_RAW DATA_
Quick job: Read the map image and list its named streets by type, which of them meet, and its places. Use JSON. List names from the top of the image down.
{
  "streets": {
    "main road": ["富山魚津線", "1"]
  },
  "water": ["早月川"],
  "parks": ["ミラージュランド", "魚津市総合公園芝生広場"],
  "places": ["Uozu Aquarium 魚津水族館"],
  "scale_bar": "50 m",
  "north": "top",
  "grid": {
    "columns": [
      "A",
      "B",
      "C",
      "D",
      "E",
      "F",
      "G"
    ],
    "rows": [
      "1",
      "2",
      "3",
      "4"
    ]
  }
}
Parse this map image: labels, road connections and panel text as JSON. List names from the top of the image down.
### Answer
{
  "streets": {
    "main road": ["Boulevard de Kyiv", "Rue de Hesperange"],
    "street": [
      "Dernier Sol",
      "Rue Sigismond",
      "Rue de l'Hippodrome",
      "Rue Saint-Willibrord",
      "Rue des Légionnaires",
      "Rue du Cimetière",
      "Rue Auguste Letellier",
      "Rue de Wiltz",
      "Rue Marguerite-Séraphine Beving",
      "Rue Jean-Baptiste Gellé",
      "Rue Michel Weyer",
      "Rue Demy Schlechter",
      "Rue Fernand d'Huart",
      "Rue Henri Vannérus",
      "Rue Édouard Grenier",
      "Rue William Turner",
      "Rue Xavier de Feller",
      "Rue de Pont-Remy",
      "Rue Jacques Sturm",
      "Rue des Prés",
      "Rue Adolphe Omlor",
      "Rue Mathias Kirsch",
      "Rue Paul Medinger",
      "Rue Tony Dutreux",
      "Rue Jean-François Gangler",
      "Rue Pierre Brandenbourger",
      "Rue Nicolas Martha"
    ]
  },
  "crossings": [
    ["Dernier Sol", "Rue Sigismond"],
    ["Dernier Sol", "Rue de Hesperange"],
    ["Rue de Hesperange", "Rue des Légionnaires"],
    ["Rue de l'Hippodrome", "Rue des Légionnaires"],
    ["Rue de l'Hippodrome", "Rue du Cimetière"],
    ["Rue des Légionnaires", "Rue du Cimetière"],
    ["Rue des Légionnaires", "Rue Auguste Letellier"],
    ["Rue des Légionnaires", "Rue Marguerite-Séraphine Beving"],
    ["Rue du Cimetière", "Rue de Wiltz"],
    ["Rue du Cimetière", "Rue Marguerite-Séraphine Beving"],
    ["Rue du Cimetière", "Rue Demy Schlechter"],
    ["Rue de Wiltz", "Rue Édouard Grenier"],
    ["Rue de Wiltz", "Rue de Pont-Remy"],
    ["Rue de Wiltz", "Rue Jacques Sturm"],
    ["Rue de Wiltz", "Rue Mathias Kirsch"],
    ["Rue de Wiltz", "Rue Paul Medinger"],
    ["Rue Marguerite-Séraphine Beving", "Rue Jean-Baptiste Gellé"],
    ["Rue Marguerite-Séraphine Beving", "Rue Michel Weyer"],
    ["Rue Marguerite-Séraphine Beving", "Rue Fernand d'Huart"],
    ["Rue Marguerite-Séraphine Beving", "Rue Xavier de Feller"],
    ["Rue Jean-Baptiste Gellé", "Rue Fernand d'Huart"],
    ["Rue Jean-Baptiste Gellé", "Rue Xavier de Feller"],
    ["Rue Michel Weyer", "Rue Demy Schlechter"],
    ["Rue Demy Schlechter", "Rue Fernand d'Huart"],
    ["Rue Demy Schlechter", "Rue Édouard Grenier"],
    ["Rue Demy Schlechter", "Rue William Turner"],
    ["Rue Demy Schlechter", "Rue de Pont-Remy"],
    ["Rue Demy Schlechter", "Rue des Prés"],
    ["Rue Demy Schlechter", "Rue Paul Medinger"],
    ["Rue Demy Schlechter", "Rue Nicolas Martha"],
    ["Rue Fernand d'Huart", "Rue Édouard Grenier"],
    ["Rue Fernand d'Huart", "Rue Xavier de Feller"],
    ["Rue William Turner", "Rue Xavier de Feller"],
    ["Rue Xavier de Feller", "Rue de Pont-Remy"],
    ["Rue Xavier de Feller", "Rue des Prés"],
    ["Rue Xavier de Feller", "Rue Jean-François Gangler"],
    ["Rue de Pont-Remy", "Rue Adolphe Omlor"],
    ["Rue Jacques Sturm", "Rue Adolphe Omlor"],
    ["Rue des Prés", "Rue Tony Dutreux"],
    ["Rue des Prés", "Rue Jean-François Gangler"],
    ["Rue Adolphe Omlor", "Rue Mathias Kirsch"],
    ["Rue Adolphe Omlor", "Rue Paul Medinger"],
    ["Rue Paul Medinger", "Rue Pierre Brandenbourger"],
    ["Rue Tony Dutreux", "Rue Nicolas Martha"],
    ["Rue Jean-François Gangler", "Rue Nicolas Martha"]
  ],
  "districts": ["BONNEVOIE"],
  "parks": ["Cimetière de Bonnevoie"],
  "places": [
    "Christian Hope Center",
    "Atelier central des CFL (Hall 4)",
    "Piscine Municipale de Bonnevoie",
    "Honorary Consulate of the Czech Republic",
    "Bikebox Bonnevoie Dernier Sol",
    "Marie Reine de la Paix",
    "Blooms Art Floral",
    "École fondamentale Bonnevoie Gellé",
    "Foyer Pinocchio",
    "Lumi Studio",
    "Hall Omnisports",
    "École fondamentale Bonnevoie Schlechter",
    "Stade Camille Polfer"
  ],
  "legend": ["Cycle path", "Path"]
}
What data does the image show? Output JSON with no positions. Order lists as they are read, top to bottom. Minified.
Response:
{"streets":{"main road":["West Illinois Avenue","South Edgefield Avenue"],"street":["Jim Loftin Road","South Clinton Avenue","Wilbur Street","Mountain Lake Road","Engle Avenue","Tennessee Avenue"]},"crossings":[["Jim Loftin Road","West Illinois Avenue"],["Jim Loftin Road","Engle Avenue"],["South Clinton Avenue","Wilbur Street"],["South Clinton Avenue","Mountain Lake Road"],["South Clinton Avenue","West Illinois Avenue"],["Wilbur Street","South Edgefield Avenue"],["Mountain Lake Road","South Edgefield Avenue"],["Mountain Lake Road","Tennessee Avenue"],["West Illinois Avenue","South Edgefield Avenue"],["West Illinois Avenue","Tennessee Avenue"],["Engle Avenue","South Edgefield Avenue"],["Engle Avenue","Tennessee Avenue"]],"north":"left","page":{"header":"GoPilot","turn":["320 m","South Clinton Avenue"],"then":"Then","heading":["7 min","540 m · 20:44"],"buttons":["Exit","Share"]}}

_EXERCISE_
Among the lines of the listing above, which ones contain the word "Omlor"? Show them.

_TASK RESULT_
      "Rue Adolphe Omlor",
    ["Rue de Pont-Remy", "Rue Adolphe Omlor"],
    ["Rue Jacques Sturm", "Rue Adolphe Omlor"],
    ["Rue Adolphe Omlor", "Rue Mathias Kirsch"],
    ["Rue Adolphe Omlor", "Rue Paul Medinger"],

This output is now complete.